The children are not part of anything resembling a free-market labor force. The only “force” involved in this scheme is the force that is used to drive these poor children like rented mules. They labor for barely enough to keep them fed. Conditions are unimaginable. The article carries photographs of children cowering under the raised hands of overseers. If only that were as bad as it gets. The Daily Mail reports, “Girls as young as ten in the mines are subjected to sexual attacks and many become pregnant.”
It is estimated that at least 80 children die each year in the hell-hole of a mine in the DRC, “but many more deaths go unregistered, with the bodies buried in the rubble of collapsed tunnels.” Those numbers also overlook the many who die early deaths as a result of disease from working in the toxic mines.

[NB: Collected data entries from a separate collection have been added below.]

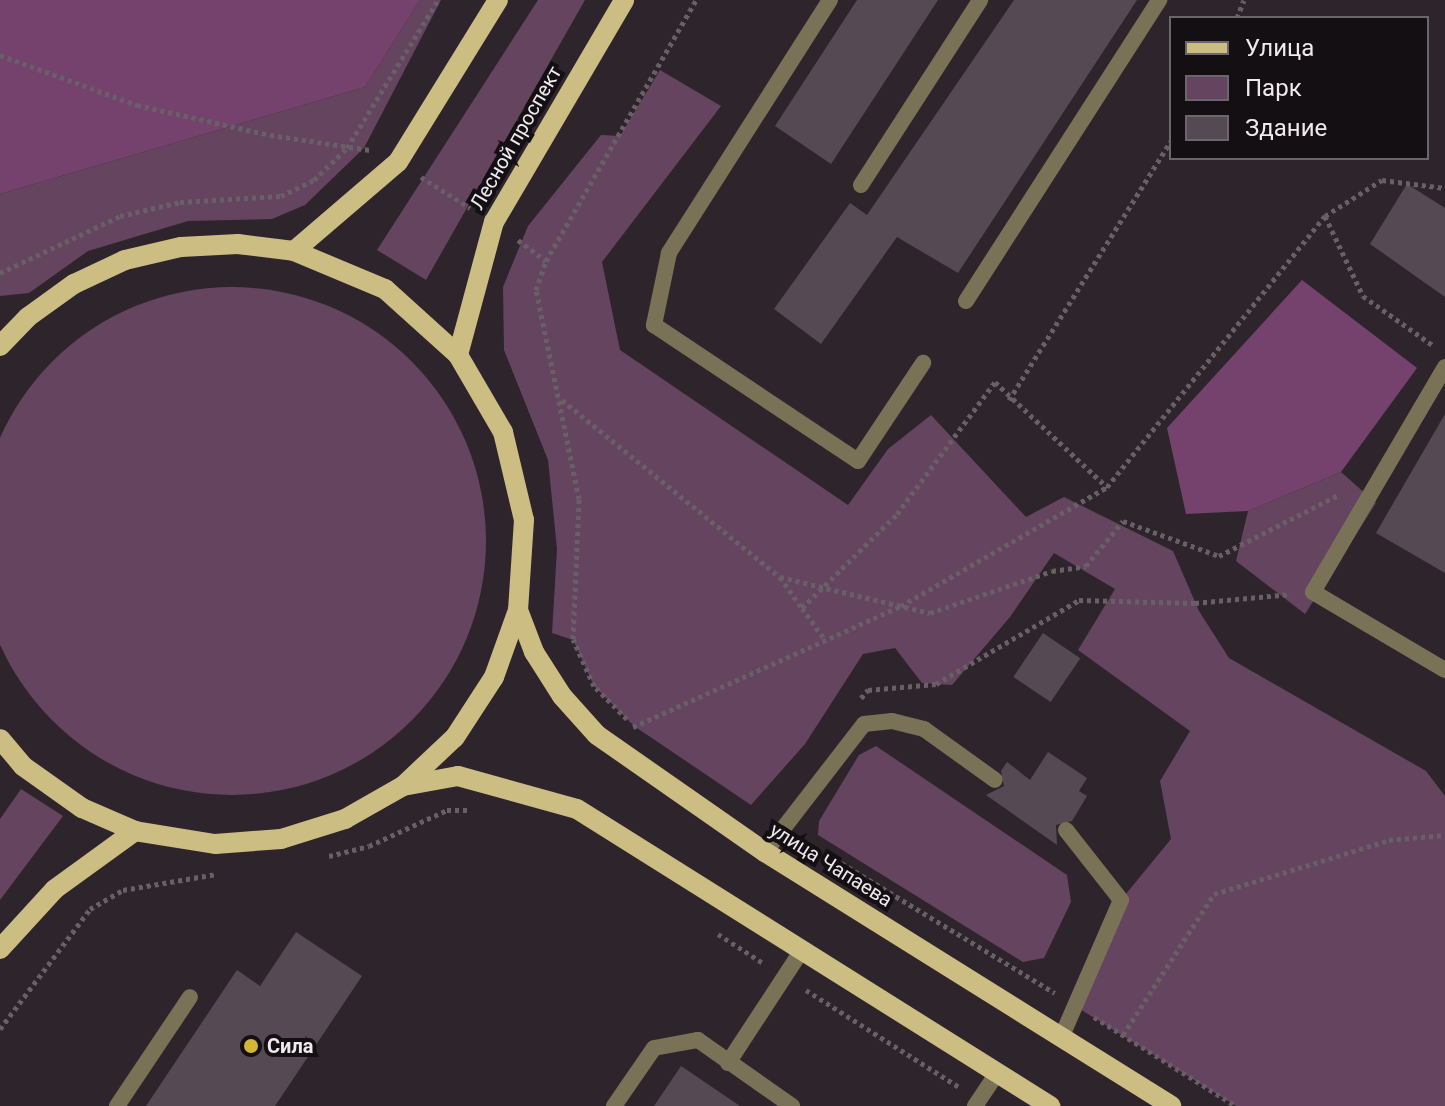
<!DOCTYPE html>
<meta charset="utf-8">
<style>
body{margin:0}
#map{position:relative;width:1445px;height:1106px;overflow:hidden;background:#2e242c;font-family:Roboto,sans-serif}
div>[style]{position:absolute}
.green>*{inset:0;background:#64445e}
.round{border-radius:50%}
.forest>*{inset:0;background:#75426d}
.building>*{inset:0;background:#554a53;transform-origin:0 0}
.path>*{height:5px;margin-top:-2.5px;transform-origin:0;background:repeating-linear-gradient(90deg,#685f67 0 4px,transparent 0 8px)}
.lane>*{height:16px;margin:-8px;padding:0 8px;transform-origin:8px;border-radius:8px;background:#797256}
.street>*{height:16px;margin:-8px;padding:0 8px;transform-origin:8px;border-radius:8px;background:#797256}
.primary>*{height:20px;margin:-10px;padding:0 10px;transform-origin:10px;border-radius:10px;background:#ccbd83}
.dots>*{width:22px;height:22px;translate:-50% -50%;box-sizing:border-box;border:4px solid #130f12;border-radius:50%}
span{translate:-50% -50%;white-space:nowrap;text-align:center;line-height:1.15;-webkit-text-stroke:8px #130f12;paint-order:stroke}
.street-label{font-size:20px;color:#f0e9ef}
.poi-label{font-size:20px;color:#f0e9ef;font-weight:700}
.left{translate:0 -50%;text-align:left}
.legend{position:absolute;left:1169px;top:16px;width:260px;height:144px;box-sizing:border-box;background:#130f12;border:2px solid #6b666a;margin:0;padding:10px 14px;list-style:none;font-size:24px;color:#f0e9ef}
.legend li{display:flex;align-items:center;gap:16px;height:40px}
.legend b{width:40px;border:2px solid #6b666a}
</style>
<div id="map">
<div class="green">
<div style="clip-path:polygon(420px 0,441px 0,364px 148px,305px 205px,272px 219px,188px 221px,88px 251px,29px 293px,0 296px,0 194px,365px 87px)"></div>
<div style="clip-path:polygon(538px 0,585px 0,426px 280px,377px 250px)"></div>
<div style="clip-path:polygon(660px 70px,721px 106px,602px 262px,620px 350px,848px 505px,888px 449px,931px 415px,1026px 517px,1064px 497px,1173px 551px,1199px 611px,1229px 658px,1426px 771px,1445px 796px,1445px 1106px,1236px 1106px,1075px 1006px,1121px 900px,1171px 839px,1160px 781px,1190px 731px,1078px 650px,1115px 589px,1054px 553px,1010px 617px,952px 685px,922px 683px,895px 648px,863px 654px,805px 744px,751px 805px,634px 726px,594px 686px,573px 640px,552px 633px,557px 549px,548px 460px,504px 350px,503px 287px,528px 226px,601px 135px,620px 136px)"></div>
<div class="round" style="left:-22px;top:287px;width:508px;height:508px"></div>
<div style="clip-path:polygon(1341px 472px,1376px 503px,1305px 614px,1236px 561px,1248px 511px)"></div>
<div style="clip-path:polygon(876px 746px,1067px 875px,1071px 902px,1044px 958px,1023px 962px,818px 835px,819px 821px,859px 755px)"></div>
<div style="clip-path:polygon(21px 789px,63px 816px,0 900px,0 819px)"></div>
</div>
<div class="forest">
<div style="clip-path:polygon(0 0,420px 0,365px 87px,0 194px)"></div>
<div style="clip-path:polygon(1302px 280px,1417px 368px,1341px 472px,1248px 511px,1186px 514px,1167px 428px)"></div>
</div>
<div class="building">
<div style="clip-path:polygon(857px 0,938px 0,831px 164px,775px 126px)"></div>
<div style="clip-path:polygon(1014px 0,1137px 0,958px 273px,897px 237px,821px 344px,774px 309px,850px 203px,867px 215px)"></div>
<div style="clip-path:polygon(1407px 184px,1445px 208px,1445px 297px,1370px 244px)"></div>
<div style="clip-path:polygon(1445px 414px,1445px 573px,1376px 533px)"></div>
<div style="left:1043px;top:633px;width:45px;height:53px;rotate:34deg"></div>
<div style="clip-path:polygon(1048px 752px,1087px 778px,1079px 791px,1087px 796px,1072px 821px,1056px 825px,1057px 845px,986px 795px,1004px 786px,1001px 771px,1007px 762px,1030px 780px)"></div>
<div style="clip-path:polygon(296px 932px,362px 976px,275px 1106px,146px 1106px,237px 970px,260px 986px)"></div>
<div style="clip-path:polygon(681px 1066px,740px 1106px,654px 1106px)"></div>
</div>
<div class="path">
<div style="left:1237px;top:18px;width:19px;rotate:-69deg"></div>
<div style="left:0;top:55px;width:146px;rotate:20.1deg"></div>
<div style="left:137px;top:105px;width:136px;rotate:12.7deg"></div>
<div style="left:270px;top:135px;width:101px;rotate:8.5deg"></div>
<div style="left:421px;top:177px;width:58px;rotate:32.3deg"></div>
<div style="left:1325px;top:216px;width:89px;rotate:64.6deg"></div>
<div style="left:1363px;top:296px;width:87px;rotate:35.2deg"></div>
<div style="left:518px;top:240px;width:35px;rotate:37deg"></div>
<div style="left:0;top:273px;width:133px;rotate:-25.4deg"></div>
<div style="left:120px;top:216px;width:62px;rotate:-13.1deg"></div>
<div style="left:180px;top:202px;width:101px;rotate:-3.4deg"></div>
<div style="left:281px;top:196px;width:37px;rotate:-26deg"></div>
<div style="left:314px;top:180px;width:46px;rotate:-44.1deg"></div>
<div style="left:347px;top:148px;width:174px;rotate:-58.4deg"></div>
<div style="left:562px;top:400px;width:281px;rotate:39.1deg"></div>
<div style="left:780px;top:577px;width:38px;rotate:55deg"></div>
<div style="left:802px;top:608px;width:134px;rotate:-44.7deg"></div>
<div style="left:897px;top:514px;width:164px;rotate:-53.4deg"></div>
<div style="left:995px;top:382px;width:154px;rotate:43.2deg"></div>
<div style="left:1009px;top:400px;width:305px;rotate:-58deg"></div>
<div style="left:780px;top:577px;width:154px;rotate:13.5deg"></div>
<div style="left:930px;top:613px;width:129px;rotate:-19deg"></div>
<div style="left:1052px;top:571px;width:34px;rotate:-8deg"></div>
<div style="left:1086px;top:566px;width:58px;rotate:-50.6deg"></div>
<div style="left:1123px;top:521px;width:102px;rotate:20deg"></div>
<div style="left:1219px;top:556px;width:136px;rotate:-27.1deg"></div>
<div style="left:802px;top:608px;width:37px;rotate:54deg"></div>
<div style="left:861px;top:698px;width:11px;rotate:-49deg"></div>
<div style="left:868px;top:690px;width:68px;rotate:-5deg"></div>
<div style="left:936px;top:684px;width:166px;rotate:-30.4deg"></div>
<div style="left:1079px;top:600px;width:116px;rotate:1.5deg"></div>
<div style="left:1195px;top:603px;width:96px;rotate:-5.4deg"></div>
<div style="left:627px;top:719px;width:47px;rotate:-135deg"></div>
<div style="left:594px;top:686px;width:51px;rotate:-114.1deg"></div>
<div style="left:573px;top:639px;width:140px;rotate:-87.5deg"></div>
<div style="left:579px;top:499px;width:213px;rotate:-101.6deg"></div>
<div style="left:536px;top:290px;width:31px;rotate:-71deg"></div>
<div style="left:546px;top:261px;width:301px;rotate:-60.1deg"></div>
<div style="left:633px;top:727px;width:294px;rotate:-24.3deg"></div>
<div style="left:901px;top:606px;width:238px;rotate:-30deg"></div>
<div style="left:1107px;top:487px;width:348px;rotate:-51.2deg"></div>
<div style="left:1325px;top:216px;width:67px;rotate:-32.3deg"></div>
<div style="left:1382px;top:180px;width:64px;rotate:7.2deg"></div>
<div style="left:329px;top:856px;width:41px;rotate:-14deg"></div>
<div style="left:369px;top:846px;width:86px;rotate:-24.8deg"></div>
<div style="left:447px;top:810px;width:23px"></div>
<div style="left:841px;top:863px;width:250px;rotate:31.3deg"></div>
<div style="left:718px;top:934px;width:54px;rotate:32.8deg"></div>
<div style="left:806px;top:990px;width:181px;rotate:32.4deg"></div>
<div style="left:1094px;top:1017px;width:168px;rotate:32.1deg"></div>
<div style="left:0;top:1029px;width:150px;rotate:-53.1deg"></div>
<div style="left:90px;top:909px;width:38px;rotate:-30deg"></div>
<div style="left:123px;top:890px;width:95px;rotate:-9.7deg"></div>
<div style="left:1123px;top:1035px;width:168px;rotate:-57.2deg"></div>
<div style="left:1214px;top:894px;width:183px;rotate:-17.1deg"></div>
<div style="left:1389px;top:840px;width:56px;rotate:-5.1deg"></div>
</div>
<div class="lane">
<div style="left:830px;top:0;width:300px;rotate:122.5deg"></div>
<div style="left:669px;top:253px;width:74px;rotate:101.8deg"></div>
<div style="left:654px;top:325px;width:245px;rotate:33.7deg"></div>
<div style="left:858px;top:461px;width:118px;rotate:-56.4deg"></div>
<div style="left:861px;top:185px;width:220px;rotate:-57.2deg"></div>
<div style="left:966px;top:301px;width:358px;rotate:-57.3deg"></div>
<div style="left:1445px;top:367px;width:261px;rotate:120.4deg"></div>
<div style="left:1313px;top:592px;width:153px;rotate:30.6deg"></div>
<div style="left:765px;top:852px;width:162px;rotate:-52.3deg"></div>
<div style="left:864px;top:724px;width:28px;rotate:-6deg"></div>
<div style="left:892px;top:721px;width:33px;rotate:14deg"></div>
<div style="left:924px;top:729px;width:87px;rotate:35.7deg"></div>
<div style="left:1061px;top:1038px;width:150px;rotate:-66.5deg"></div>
<div style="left:1121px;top:900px;width:89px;rotate:-128.2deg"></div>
<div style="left:117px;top:1106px;width:131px;rotate:-56.2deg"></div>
</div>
<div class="street">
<div style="left:728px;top:1063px;width:135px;rotate:-56.8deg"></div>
<div style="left:614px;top:1106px;width:70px;rotate:-55.4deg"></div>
<div style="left:654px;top:1048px;width:45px;rotate:-10.3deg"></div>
<div style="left:698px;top:1040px;width:115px;rotate:35.1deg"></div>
<div style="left:975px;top:1106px;width:40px;rotate:-56deg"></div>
</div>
<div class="primary">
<div style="left:294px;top:251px;width:137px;rotate:-40.6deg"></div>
<div style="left:398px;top:162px;width:190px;rotate:-58.3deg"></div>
<div style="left:0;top:346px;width:40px;rotate:-46deg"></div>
<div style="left:28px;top:317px;width:57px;rotate:-35.7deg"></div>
<div style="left:74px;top:284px;width:56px;rotate:-25.2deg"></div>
<div style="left:125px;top:260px;width:57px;rotate:-13.1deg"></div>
<div style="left:181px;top:247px;width:57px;rotate:-3deg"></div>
<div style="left:238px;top:244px;width:56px;rotate:7.1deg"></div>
<div style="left:294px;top:251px;width:99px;rotate:22.7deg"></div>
<div style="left:385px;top:289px;width:98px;rotate:42.1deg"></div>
<div style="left:458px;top:355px;width:89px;rotate:59.7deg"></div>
<div style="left:503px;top:432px;width:90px;rotate:76.6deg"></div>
<div style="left:524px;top:520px;width:90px;rotate:93.8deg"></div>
<div style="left:518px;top:610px;width:71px;rotate:109.7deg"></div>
<div style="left:494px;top:677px;width:72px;rotate:123deg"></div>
<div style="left:455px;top:737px;width:71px;rotate:136.7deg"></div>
<div style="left:403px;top:786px;width:67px;rotate:150.4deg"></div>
<div style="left:345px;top:819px;width:67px;rotate:162.6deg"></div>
<div style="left:281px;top:839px;width:66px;rotate:175.7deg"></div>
<div style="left:215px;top:844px;width:81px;rotate:-170.8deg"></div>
<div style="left:135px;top:831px;width:58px;rotate:-156.5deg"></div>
<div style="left:82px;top:808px;width:72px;rotate:-144.6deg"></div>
<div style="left:23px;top:766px;width:35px;rotate:-130deg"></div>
<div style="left:458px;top:355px;width:138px;rotate:-74.9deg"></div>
<div style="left:494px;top:222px;width:257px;rotate:-59.6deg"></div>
<div style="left:518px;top:610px;width:45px;rotate:69.1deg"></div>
<div style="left:534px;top:652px;width:52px;rotate:57.5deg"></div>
<div style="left:562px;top:696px;width:52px;rotate:48.1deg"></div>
<div style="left:597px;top:735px;width:205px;rotate:34.9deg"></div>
<div style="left:765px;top:852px;width:479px;rotate:32deg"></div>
<div style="left:403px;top:786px;width:56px;rotate:-10.3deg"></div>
<div style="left:458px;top:776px;width:123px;rotate:15.5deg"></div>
<div style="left:577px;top:809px;width:559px;rotate:32.12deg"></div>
<div style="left:0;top:949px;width:81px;rotate:-47.5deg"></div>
<div style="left:55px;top:889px;width:99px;rotate:-35.9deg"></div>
</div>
<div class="dots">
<div style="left:251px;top:1046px;background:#d3b635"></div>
</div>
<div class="street-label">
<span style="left:516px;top:138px;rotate:-60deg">Лесной проспект</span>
<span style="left:831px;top:865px;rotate:32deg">улица Чапаева</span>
</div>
<div class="poi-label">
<span class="left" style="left:267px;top:1046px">Сила</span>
</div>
<ul class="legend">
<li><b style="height:10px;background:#ccbd83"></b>Улица</li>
<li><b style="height:22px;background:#64445e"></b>Парк</li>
<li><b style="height:22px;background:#554a53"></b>Здание</li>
</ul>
</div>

The poor people of the Katanga region who pay the price for this are not sharing in the vast wealth created for major corporations that are profiting from the forced move to electric cars. The men, women, and children who give their labor and their lives to mine the materials are little more than expendable resources to be spent in the mad dash to make more and more electric car batteries and swell the coffers of those who profit from using government force (in the form of confiscatory taxes) to prop up an industry that couldn’t make it in a free market.
So in an effort to force a broken model on the world, liberals have run the very real risk of making the problem of pollution worse, manipulated the economy, and bolstered the child slave labor industry.
If — and that is a big if — the manipulation of the market and the damage to the environment (by people who claim to have the best interests of both at heart) could be forgiven, the death of children enslaved by circumstances created by government programs isn’t so easy to shrug off. Even if it does mean being able to drive past the gas pumps on silent mode in an all-electric Prius.